### Exercise goal
When the line containing "font-size:24px; font-weight:700; line-height:28px" appears in the data below, begin copying there and stop only after the line containing "text-anchor:middle; stroke-width:3; stroke-linejoin:round;".

Data extract START

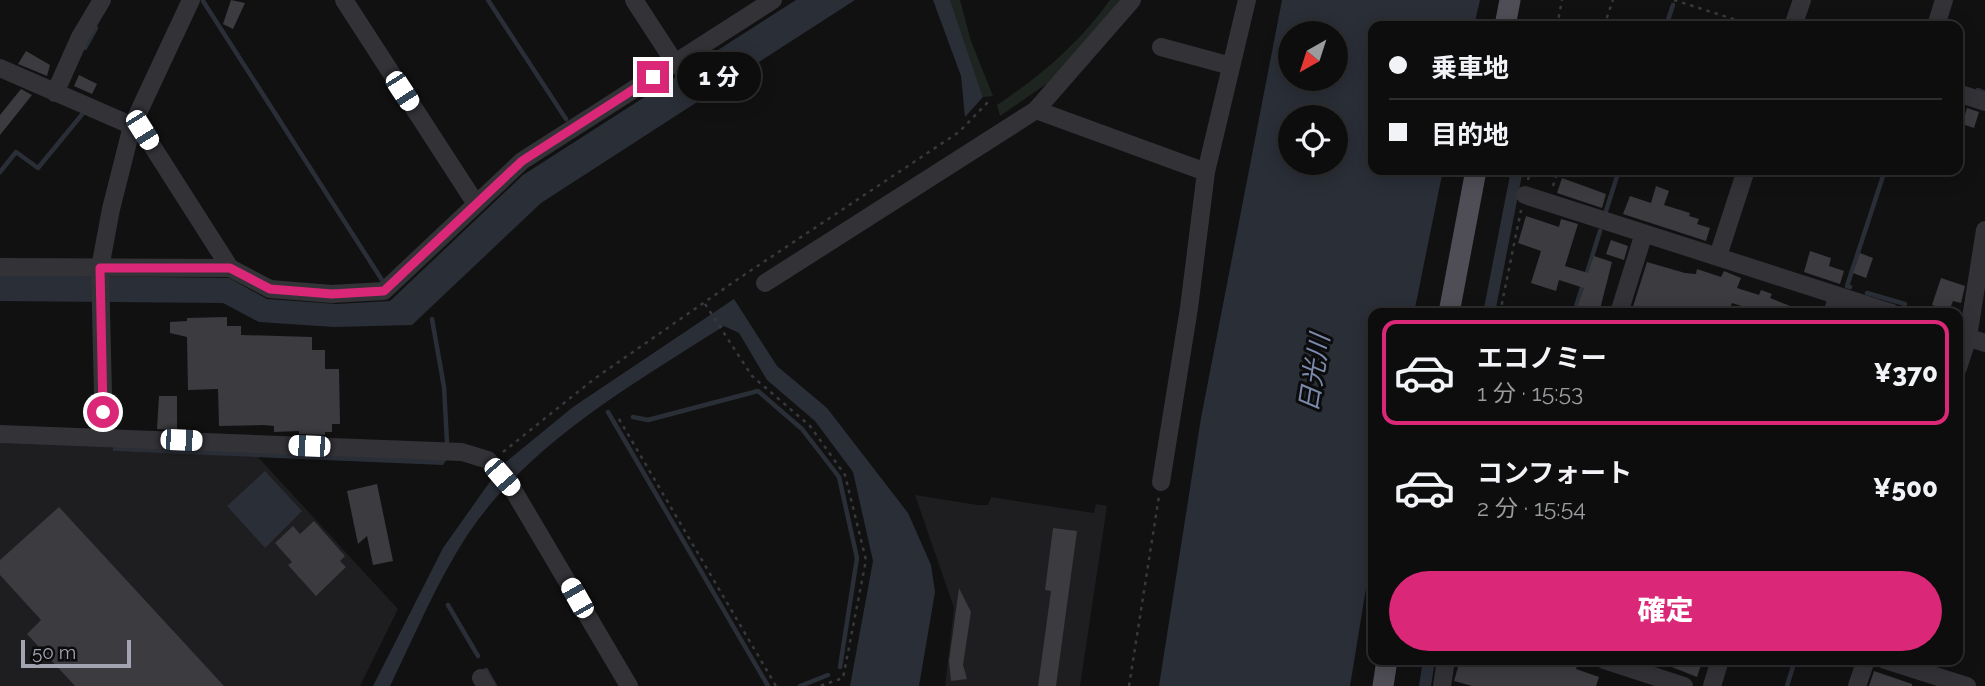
<!DOCTYPE html>
<html lang="ja">
<head>
<meta charset="utf-8">
<style>
  body { margin:0; font-family:Raleway,"Noto Sans JP",sans-serif; background:#1b1b1c; color:#f1f3f6; height:100vh; display:flex; flex-direction:column; font-size:26px; white-space:nowrap }
  * { box-sizing:border-box; margin:0 }
  p { font-size:23px; color:#9a9c9e }
  .icon { flex:none; width:38px; height:38px; fill:none; stroke:currentColor; stroke-width:2; stroke-linecap:round; stroke-linejoin:round }
  .map { position:relative; flex:1; overflow:hidden }
  .panel { position:absolute; left:1368px; top:308px; width:595px; height:357px; display:flex; flex-direction:column; background:#0d0d0e; border-radius:14px; box-shadow:0 4px 18px #0003,0 0 0 2px #2d2d2e }
  .panel>* { flex:none }
  .top-card { position:absolute; left:1368px; top:21px; width:595px; height:154px; border-radius:14px; box-shadow:0 4px 18px #0003,0 0 0 2px #2d2d2e; display:grid; align-content:center; height:154px; padding:0 21px; background:#0d0d0e }
  .needle { width:46px; rotate:219deg }
  .buttons { position:absolute; left:1278px; top:21px; display:grid; gap:14px }
  .buttons a { display:grid; place-items:center; width:70px; height:70px; border-radius:50%; background:#0d0d0e; box-shadow:0 4px 18px #0003,0 0 0 2px #2d2d2e; font-size:35px }
  .scale { position:absolute; left:21px; bottom:18px; width:110px; box-sizing:border-box; padding-left:7px; border:4px solid #a3a4b2; border-top:0; font-size:19px; line-height:24px; white-space:nowrap; color:#a3a4b2; -webkit-text-stroke:5px #0c0c0d; paint-order:stroke }
  .end { position:absolute; width:32px; height:32px; margin:-16px; border:9px solid #db2777; background:#fff; box-shadow:0 0 0 4px #fff }
  .from { border-radius:50% }
  .bubble { position:absolute; height:49px; border-radius:24px; background:#0d0d0e; box-shadow:0 4px 18px #0003,0 0 0 2px #2d2d2e; font-size:23px; font-weight:800; line-height:49px; text-align:center }
  .car { position:absolute; width:21px; height:42px; margin:-21px -10px; border-radius:9px; box-shadow:0 0 5px 2px #0007; background:linear-gradient(#fff 24%,#345 0 40%,#fff 0 76%,#345 0 86%,#fff 0) }
  .top-card b { display:flex; align-items:center; gap:24px; height:66px; font-size:26px }
  .top-card b+b { border-top:2px solid #2d2d2e }
  .top-card i { width:18px; height:18px; background:#f1f3f6 }
  ul { padding:12px 0 0; list-style:none }
  li { display:flex; align-items:center; gap:21px; height:105px; margin:0 14px 10px; padding:0 7px; border:4px solid transparent; border-radius:14px }
  li div { flex:1 }
  li b { display:block; font-size:26px }
  li em { font-style:normal; font-weight:800 }
  li.selected { border-color:#db2777 }
  li>.icon { width:63px; height:63px; stroke-width:1.5 }
  .action { display:flex; gap:14px; margin-top:auto; padding:14px 21px }
  .action a { flex:1; height:80px; border-radius:42px; background:#db2777; color:#fff; font-size:28px; font-weight:800; line-height:80px; text-align:center }
  .map>svg:first-child { display:block }
  .built { fill:#1e1d1f }
  .green { fill:#1e2520 }
  .water { fill:#2a2e37; fill-rule:evenodd }
  .lines { fill:none; stroke-linecap:round; stroke-linejoin:round }
  .stream { stroke:#2a2e37; stroke-width:4.5 }
  .building { fill:#3c3b3f }
  .path { stroke:#38393e; stroke-width:2.5; stroke-dasharray:3.5 5; stroke-linecap:butt }
  .minor { stroke:#333237; stroke-width:18 }
  .major { stroke:#4f4e56; stroke-width:21 }
  .route { stroke:#db2777; stroke-width:9 }
  .labels { text-anchor:middle; dominant-baseline:central; stroke-width:6; stroke-linejoin:round; paint-order:stroke }
  .water-label { font-size:26px; font-style:italic; fill:#7b89ac; stroke:#0c0c0d }
</style>
</head>
<body>
<div class="map">
<svg width="1985" height="686" viewBox="0 0 1985 686">
  <rect width="100%" height="100%" fill="#111112"/>
  <!-- built -->
  <path class="built" d="M0 440 113 445 114 451 257 456 398 609 360 686H0Z
    M915 495 978 505H988L991 497 1094 513 1096 504 1107 506 1080 686H945L954 608Z"/>
  <!-- green -->
  <path class="green" d="M950 0H960L971 41 993 96 983 97Z
    M1110 0H1127L1062 73 1000 116 997 105C1041 76 1079 43 1110 0Z"/>
  <!-- water -->
  <path class="water" d="M796 0H855L541 203 412 325 334 327 259 322 223 303 0 301V275L229 278 267 299 336 304 390 301 523 175Z
    M933 0H950L983 97 965 117 961 76Z
    M1282 0H1480L1474 26H1374V170H1443L1414 313H1374V540L1350 686H1159L1201 418ZM1290 33H1335V79H1290ZM1290 117H1335V163H1290Z
    M1511 170H1523L1495 313H1483Z
    M734 299 777 366 827 408 908 513 931 565 935 592 919 686H850L873 561 853 472 815 421 767 380 739 333 724 326C633 384 530 442 468 534 437 581 415 635 390 686H373L443 548 501 466 573 407Z
    M113 445 447 459 443 465 113 451Z
    M265 471 302 511 265 548 227 506Z
    M1423 660H1435L1431 686H1419Z"/>
  <g class="lines">
    <!-- stream -->
    <path class="stream" d="M488 0 566 119
      M203 1 382 280
      M1666 26 1673 5
      M85 48 96 28
      M1978 90 1985 93
      M0 172 16 152 38 168 84 112
      M1606 211 1619 170
      M1586 276 1600 231
      M1850 287 1847 286 1885 170
      M1867 293 1905 304
      M1574 313 1583 284
      M432 319 444 387 447 442
      M608 412 768 686
      M633 417 648 420 758 391 802 429 839 477 857 558 840 667
      M448 605 478 656
      M486 670 495 686
      M800 686 828 675
      M1787 686 1795 660"/>
  </g>
  <!-- building -->
  <path class="building" d="M231 0 245 3 233 29 223 24Z
    M26 51 50 65 47 76 18 64Z
    M79 75 97 84 92 94 74 86Z
    M21 89 32 95 0 135V115Z
    M1967 108 1979 112 1974 128 1962 124Z
    M1562 178 1606 194 1602 208 1557 193Z
    M1656 186 1669 191 1664 205 1690 213 1689 216 1699 219 1697 224 1710 228 1706 241 1623 214 1630 196 1651 203Z
    M1526 216 1559 227 1561 219 1578 224 1565 266 1588 273 1594 256 1612 262 1599 313H1575L1584 288 1559 280 1556 291 1531 283 1541 251 1518 243Z
    M1611 240 1628 246 1624 260 1606 254Z
    M1810 251 1831 258 1829 266 1844 271 1840 284 1804 272Z
    M1860 253 1873 258 1866 278 1853 273Z
    M1647 262 1685 273 1696 274 1697 269 1721 277 1724 271 1741 278 1737 288 1759 295 1761 290 1772 294 1770 298 1808 313H1753L1754 310 1732 303 1728 313H1631Z
    M1941 278 1965 286 1961 303 1953 301 1949 311 1932 305Z
    M227 317V326H241V335L312 337V350H325V369H339L340 424H332V432H325V435L299 434V431L274 432V426L264 425 219 426 218 389 188 390 187 337 170 333V322L187 321V318Z
    M159 396H177V430L157 429Z
    M377 484 393 561 373 565 367 536 358 544 347 491Z
    M59 507 224 686H75L27 634 41 620 0 575V560Z
    M314 521 345 556 340 561 346 567 316 596 288 565 292 562 275 543 293 526 300 534Z
    M1053 528 1077 531 1056 686H1038L1051 591 1045 590Z
    M959 588 971 612 963 665 967 679 951 681 949 661Z
    M1460 660H1538L1559 667 1562 660 1577 666 1576 669 1599 677 1596 686H1472L1454 681Z
    M1654 660H1696L1702 662 1697 677Z
    M1874 671 1912 684V686H1869Z"/>
  <g class="lines">
    <!-- path -->
    <path class="path" d="M1674 0 1755 26
      M1557 26 1562 0
      M1604 26 1613 0
      M1528 180 1530 170
      M1553 186 1558 170
      M705 304 752 376 810 426 845 475 866 560 843 678 820 686
      M1500 313 1521 210
      M619 419 776 686
      M503 452 594 379 738 279 959 132 990 100
      M1129 686 1159 496"/>
    <!-- minor -->
    <path class="minor" d="M344 0 476 204
      M634 0 675 63
      M1793 26 1802 0
      M1936 26 1944 0
      M1161 47 1231 66
      M0 68 142 130 230 268
      M55 93 80 37 102 0
      M1958 93 1985 102
      M1036 110 1206 172
      M1525 195 1892 313
      M1718 256 1746 170
      M0 267 230 268 270 289 332 294 384 291 522 161 773 0
      M765 283 1036 110 1132 0
      M1619 313 1644 233
      M1832 313 1838 296
      M1958 334 1985 343
      M1958 368 1968 337 1985 230
      M0 434 462 452 488 460 512 488 629 686
      M104 437 100 268 111 209 132 126 191 0
      M1161 482 1189 308 1206 172 1247 0
      M1604 660 1684 686
      M1885 660 1967 686
      M481 678 486 686
      M1442 686 1446 660
      M1712 686 1720 660
      M1857 686 1866 660"/>
    <!-- major -->
    <path class="major" d="M1505 26 1510 0
      M1449 313 1476 170
      M1383 686 1387 660"/>
  </g>
  <g class="lines">
    <!-- route -->
    <path class="route" d="M103 412 100 268H230L270 289 332 294 384 291 522 161 653 77"/>
  </g>
  <g class="labels">
    <!-- water labels -->
    <g class="water-label">
      <text transform="translate(1314 373) rotate(-81)">日光川</text>
    </g>
  </g>
</svg>
<div class="buttons">
<a><svg class="needle" viewBox="-14 -14 28 28"><path d="M0-13l5 13h-10z" fill="#e53935"/><path d="M0 13l5-13h-10z" fill="#9a9c9e"/></svg></a>
<a><svg class="icon" aria-label="locate" viewBox="0 0 24 24"><circle cx="12" cy="12" r="6"/><path d="M12 2v4M12 18v4M2 12h4M18 12h4"/></svg></a>
</div>
<div class="scale">50 m</div>
<i class="end from" style="left:103px;top:412px"></i>
<i class="end" style="left:653px;top:77px"></i>
<div class="bubble" style="left:677px;top:52px;width:84px">1 分</div>
<i class="car" style="left:402px;top:91px;rotate:147deg"></i>
<i class="car" style="left:142px;top:130px;rotate:148deg"></i>
<i class="car" style="left:181px;top:440px;rotate:92deg"></i>
<i class="car" style="left:309px;top:446px;rotate:272deg"></i>
<i class="car" style="left:502px;top:477px;rotate:139deg"></i>
<i class="car" style="left:577px;top:598px;rotate:330deg"></i>
<div class="top-card">
<b><i class="from"></i>乗車地</b>
<b><i></i>目的地</b>
</div>
<section class="panel">
<ul>
<li class="selected"><svg class="icon" aria-label="car" viewBox="0 0 24 24"><path d="M5 17H2v-5l4-1 3-4h7l3 4 3 1v5h-3M9 17h6M6 11h13"/><circle cx="7" cy="17" r="2"/><circle cx="17" cy="17" r="2"/></svg><div><b>エコノミー</b><p>1 分 · 15:53</p></div><em>¥370</em></li>
<li><svg class="icon" aria-label="car" viewBox="0 0 24 24"><path d="M5 17H2v-5l4-1 3-4h7l3 4 3 1v5h-3M9 17h6M6 11h13"/><circle cx="7" cy="17" r="2"/><circle cx="17" cy="17" r="2"/></svg><div><b>コンフォート</b><p>2 分 · 15:54</p></div><em>¥500</em></li>
</ul>
<div class="action"><a>確定</a></div>
</section>
</div>
</body>
</html>
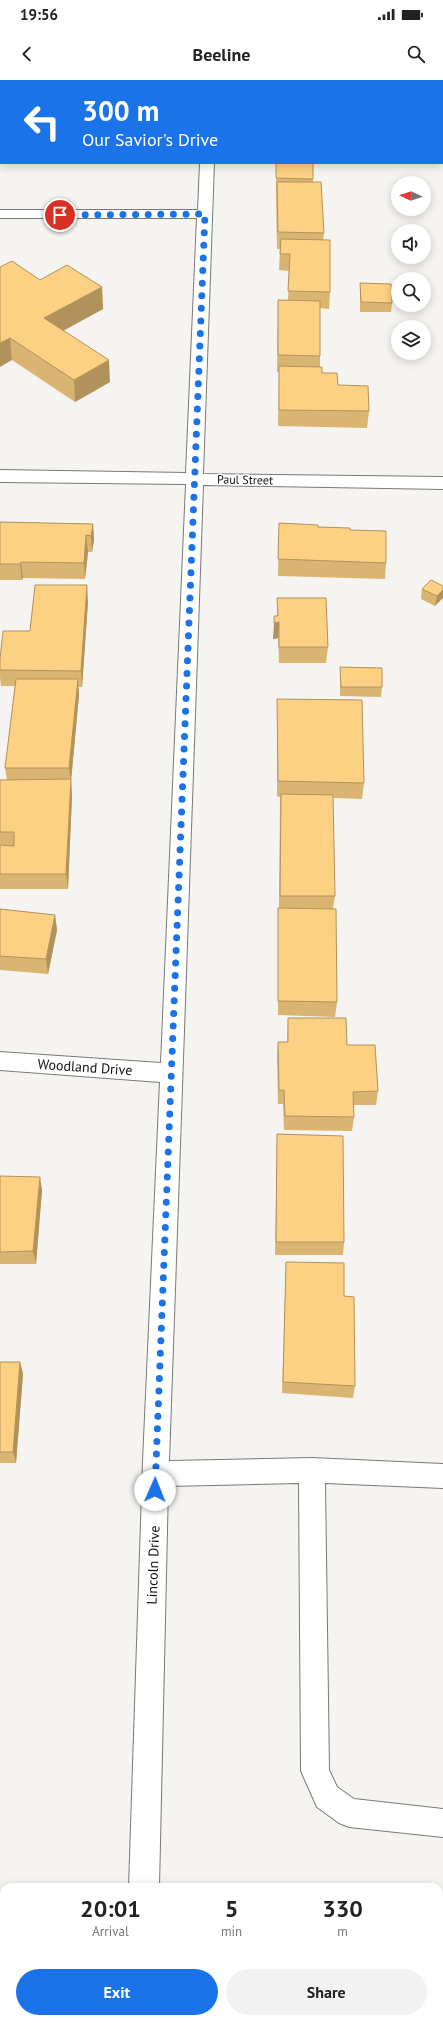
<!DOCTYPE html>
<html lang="en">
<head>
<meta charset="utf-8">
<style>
	:root { --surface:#fff; --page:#f2f2f2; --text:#222; --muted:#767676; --accent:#1a73e8 }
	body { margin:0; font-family:"PT Sans",sans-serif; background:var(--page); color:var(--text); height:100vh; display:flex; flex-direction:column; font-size:15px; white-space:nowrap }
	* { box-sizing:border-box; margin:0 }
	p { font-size:13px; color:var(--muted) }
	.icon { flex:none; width:22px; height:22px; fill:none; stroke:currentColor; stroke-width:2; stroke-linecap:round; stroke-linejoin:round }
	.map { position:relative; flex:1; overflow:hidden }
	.details { position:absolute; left:0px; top:1803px; width:443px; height:140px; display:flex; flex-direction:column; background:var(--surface); border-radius:12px 12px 0 0; box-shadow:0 2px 10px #0003 }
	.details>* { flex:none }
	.top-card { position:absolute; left:0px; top:0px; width:443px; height:84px; box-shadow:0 2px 10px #0003; background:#1a73e8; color:#fff; overflow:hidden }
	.needle { width:26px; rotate:273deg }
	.buttons { position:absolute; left:391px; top:96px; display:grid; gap:8px }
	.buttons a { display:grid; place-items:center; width:40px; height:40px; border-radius:50%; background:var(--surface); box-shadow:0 2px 10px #0003; font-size:20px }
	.pin { position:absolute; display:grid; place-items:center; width:34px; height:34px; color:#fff; margin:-17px; border:2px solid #fff; border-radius:50%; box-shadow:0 1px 4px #0007 }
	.me { position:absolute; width:44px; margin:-22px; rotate:1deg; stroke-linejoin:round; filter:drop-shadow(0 0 3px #0008) }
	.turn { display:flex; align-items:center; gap:14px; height:84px; padding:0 16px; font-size:18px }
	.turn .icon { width:52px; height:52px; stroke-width:2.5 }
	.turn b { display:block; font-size:28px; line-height:34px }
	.eta { display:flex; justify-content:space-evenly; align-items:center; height:68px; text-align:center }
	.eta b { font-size:24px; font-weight:700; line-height:28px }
	.button { display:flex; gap:8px; margin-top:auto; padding:8px 16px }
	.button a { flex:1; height:46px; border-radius:24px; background:var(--accent); color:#fff; font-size:16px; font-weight:700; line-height:46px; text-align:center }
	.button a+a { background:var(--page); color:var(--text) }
	.status { display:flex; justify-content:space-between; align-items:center; height:28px; padding:0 20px; background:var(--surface); direction:ltr }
	.status svg { height:11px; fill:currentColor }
	header { display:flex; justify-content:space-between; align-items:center; height:52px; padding:0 16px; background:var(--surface); font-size:18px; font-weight:700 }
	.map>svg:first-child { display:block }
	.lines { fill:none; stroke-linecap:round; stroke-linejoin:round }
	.minor-casing { stroke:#7a7976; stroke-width:2 }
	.minor { fill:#fff; fill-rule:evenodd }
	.wall { fill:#dab471 }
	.shaded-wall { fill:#b1925c }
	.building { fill:#fdd183; stroke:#b1925c }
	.route { stroke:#1a73e8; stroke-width:7; stroke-dasharray:0 12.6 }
	.labels { text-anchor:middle; stroke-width:3; stroke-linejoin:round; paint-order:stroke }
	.far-street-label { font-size:12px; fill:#131211; stroke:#fff }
	.street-label { font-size:14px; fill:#131211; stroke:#fff }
</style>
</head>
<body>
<div class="status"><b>19:56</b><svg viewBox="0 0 49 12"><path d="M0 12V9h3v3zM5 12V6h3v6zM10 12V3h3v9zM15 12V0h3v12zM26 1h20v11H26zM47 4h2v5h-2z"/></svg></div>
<header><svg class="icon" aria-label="back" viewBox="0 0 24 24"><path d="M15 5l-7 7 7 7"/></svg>Beeline<svg class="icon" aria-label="search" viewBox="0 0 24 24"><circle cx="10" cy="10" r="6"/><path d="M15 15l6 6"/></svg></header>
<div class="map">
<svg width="443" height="1943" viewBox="0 0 443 1943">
	<rect width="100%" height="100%" fill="#f6f4f1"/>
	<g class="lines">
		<defs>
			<g id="minor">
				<rect x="203" y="0" width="14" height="1"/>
				<rect x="0" y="34" width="1" height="9"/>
				<path d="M200,83H214L203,394L443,397V409L203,405L169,1381L312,1378L443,1384V1408L325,1403L329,1690L337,1707L354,1719L443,1729V1757L349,1747L339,1743L317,1727L301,1691L299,1403L168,1406L159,1807H129L143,1381L160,1002L0,990V972L161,983L186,404L0,402V390L186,393L197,138H0V130H198Z"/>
				<rect x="0" y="1880" width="4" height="30"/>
				<path d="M362,1939H417L419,1943H364Z"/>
			</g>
		</defs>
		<use href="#minor" class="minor-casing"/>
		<use href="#minor" class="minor"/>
	</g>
	<g class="wall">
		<rect x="51" y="0" width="46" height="1"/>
		<rect x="276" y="0" width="41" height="1"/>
		<path d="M276,83H313V102L324,153L323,160L330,212L329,229L320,228V287L322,293L369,331L367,348L278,346L279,292H277L278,220H288L289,191L279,190L280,169H277L276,114Z"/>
		<path d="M0,187L40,200L102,207L103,229L63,251L110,302L75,322L12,280Z"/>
		<path d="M360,203L392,223L391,232H360Z"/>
		<path d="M0,442L93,444L94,460L92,472H88L85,499L23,498L22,500H0Z"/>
		<path d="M279,443L350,450L386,483L385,499L278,496Z"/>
		<path d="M443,506L435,526L421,519L422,509Z"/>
		<path d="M277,518L328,567L326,583H279L278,558L273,559L277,536Z"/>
		<path d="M88,522L82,607H78L79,615L71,701L72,715L68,809H0V700H7L5,688L15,606H1L0,597V579L30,551Z"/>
		<path d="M340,587L382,607L381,617L340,616Z"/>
		<path d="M277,619L364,703L362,719L333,718L335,816L333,829L337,922L335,937L278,935V828H279L280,717L277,716Z"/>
		<path d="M0,829L55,835L57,850L48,894L0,890Z"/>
		<path d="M288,938L347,965L378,1011L376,1025H353L354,1037L352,1051L284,1050L283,1024H278L277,976L278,962H287Z"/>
		<path d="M277,1054L344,1162L343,1175H275Z"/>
		<path d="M0,1096L42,1110L36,1184H0Z"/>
		<path d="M286,1182L344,1216L355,1306L353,1318L282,1313Z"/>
		<path d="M0,1282H20L23,1294L16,1383H0Z"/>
	</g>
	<g class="shaded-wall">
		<path d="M102,207L103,229L46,260L44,238Z"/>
		<path d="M10,258L12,280L0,287V263Z"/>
		<path d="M109,280L110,302L75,322L74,300Z"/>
		<path d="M93,444L94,460L92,472L91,456Z"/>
		<path d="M86,455L88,472L85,499L84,483Z"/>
		<path d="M21,482L23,498L22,500L20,484Z"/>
		<path d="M87,505L88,522L82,607L81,591Z"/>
		<path d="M443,510V518L435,526L437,516Z"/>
		<path d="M279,542L278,558L273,559L274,543Z"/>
		<path d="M78,599L79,615L71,701L72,715L68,809L66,794L71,704L69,688Z"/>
		<path d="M55,835L57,850L48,894L46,879Z"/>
		<path d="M40,1097L42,1110L36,1184L33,1171Z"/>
		<path d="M20,1282L23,1294L16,1383L13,1372Z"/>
	</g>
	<g class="building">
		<path d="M276,83H313V99L276,98Z"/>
		<path d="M277,102H321L324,153L278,152Z"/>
		<path d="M281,159L330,160V212L288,211L290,174H280Z"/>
		<path d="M12,181L40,200L67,185L102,207L44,238L109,280L74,300L10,258L0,263V187Z"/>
		<path d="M360,203L391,204L392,223L361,222Z"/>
		<path d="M278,220L320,221V276L278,275Z"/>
		<path d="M279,286L322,287V293H337L338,305L368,306L369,331L279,330Z"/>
		<path d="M0,442L93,444L91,456L86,455L84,483L21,482L20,484H0Z"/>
		<path d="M279,443L318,445V447L350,448V450L386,451V483L278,479Z"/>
		<path d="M431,500L443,506V510L437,516L422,509Z"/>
		<path d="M35,505H87L81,591L0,590V579L3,551H30Z"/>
		<path d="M277,518H326L328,567H279V542L274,543V536H278Z"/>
		<path d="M340,587L382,588V607H341Z"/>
		<path d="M16,599H78L69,688H5Z"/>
		<path d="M277,619L362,620L364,703L278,701Z"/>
		<path d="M71,699L66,794H0V765L14,766V752H0V700Z"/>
		<path d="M281,714L333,715L335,816H280Z"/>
		<path d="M278,828L336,829L337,922L278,921Z"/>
		<path d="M0,829L55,835L46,879L0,876Z"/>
		<path d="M288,938H346L347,965H375L378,1011L353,1012L354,1037L285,1036L284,1010H279L278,962H288Z"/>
		<path d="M277,1054L343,1056L344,1162H276Z"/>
		<path d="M0,1096L40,1097L33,1171L0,1172Z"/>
		<path d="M286,1182L344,1183V1216L354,1217L355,1306L283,1302Z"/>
		<path d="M0,1282H20L13,1372H0Z"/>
	</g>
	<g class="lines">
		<path class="route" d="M60,135L205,134L155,1410"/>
	</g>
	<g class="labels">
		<g class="far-street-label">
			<text transform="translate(245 400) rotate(1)" y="4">Paul Street</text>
		</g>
		<g class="street-label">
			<text transform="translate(85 987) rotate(4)" y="5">Woodland Drive</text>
			<text transform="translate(153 1485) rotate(-88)" y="5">Lincoln Drive</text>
		</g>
	</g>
</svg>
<div class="buttons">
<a><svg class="needle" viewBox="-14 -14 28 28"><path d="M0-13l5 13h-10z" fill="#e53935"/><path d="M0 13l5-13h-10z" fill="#767676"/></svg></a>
<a><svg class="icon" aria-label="sound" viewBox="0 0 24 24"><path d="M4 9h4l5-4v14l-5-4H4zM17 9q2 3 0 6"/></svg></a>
<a><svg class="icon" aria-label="search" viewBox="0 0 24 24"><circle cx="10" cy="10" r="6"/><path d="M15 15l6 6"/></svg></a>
<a><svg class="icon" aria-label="layers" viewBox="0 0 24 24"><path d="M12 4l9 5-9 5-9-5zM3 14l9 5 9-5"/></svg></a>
</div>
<div class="pin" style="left:60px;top:135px;background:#d93025"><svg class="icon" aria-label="arrive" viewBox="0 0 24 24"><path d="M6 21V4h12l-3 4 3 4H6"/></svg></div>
<svg class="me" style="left:155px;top:1410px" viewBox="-20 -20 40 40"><circle r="19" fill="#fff"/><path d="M0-13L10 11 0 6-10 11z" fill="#1a73e8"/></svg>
<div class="top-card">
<div class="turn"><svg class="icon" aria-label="left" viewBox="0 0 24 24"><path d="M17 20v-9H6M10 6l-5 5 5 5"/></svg><div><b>300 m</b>Our Savior's Drive</div></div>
</div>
<section class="details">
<div class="eta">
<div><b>20:01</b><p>Arrival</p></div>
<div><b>5</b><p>min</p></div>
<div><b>330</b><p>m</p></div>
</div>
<div class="button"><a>Exit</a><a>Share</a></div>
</section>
</div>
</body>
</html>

Data extract END

### Answer for the task
	.eta b { font-size:24px; font-weight:700; line-height:28px }
	.button { display:flex; gap:8px; margin-top:auto; padding:8px 16px }
	.button a { flex:1; height:46px; border-radius:24px; background:var(--accent); color:#fff; font-size:16px; font-weight:700; line-height:46px; text-align:center }
	.button a+a { background:var(--page); color:var(--text) }
	.status { display:flex; justify-content:space-between; align-items:center; height:28px; padding:0 20px; background:var(--surface); direction:ltr }
	.status svg { height:11px; fill:currentColor }
	header { display:flex; justify-content:space-between; align-items:center; height:52px; padding:0 16px; background:var(--surface); font-size:18px; font-weight:700 }
	.map>svg:first-child { display:block }
	.lines { fill:none; stroke-linecap:round; stroke-linejoin:round }
	.minor-casing { stroke:#7a7976; stroke-width:2 }
	.minor { fill:#fff; fill-rule:evenodd }
	.wall { fill:#dab471 }
	.shaded-wall { fill:#b1925c }
	.building { fill:#fdd183; stroke:#b1925c }
	.route { stroke:#1a73e8; stroke-width:7; stroke-dasharray:0 12.6 }
	.labels { text-anchor:middle; stroke-width:3; stroke-linejoin:round; paint-order:stroke }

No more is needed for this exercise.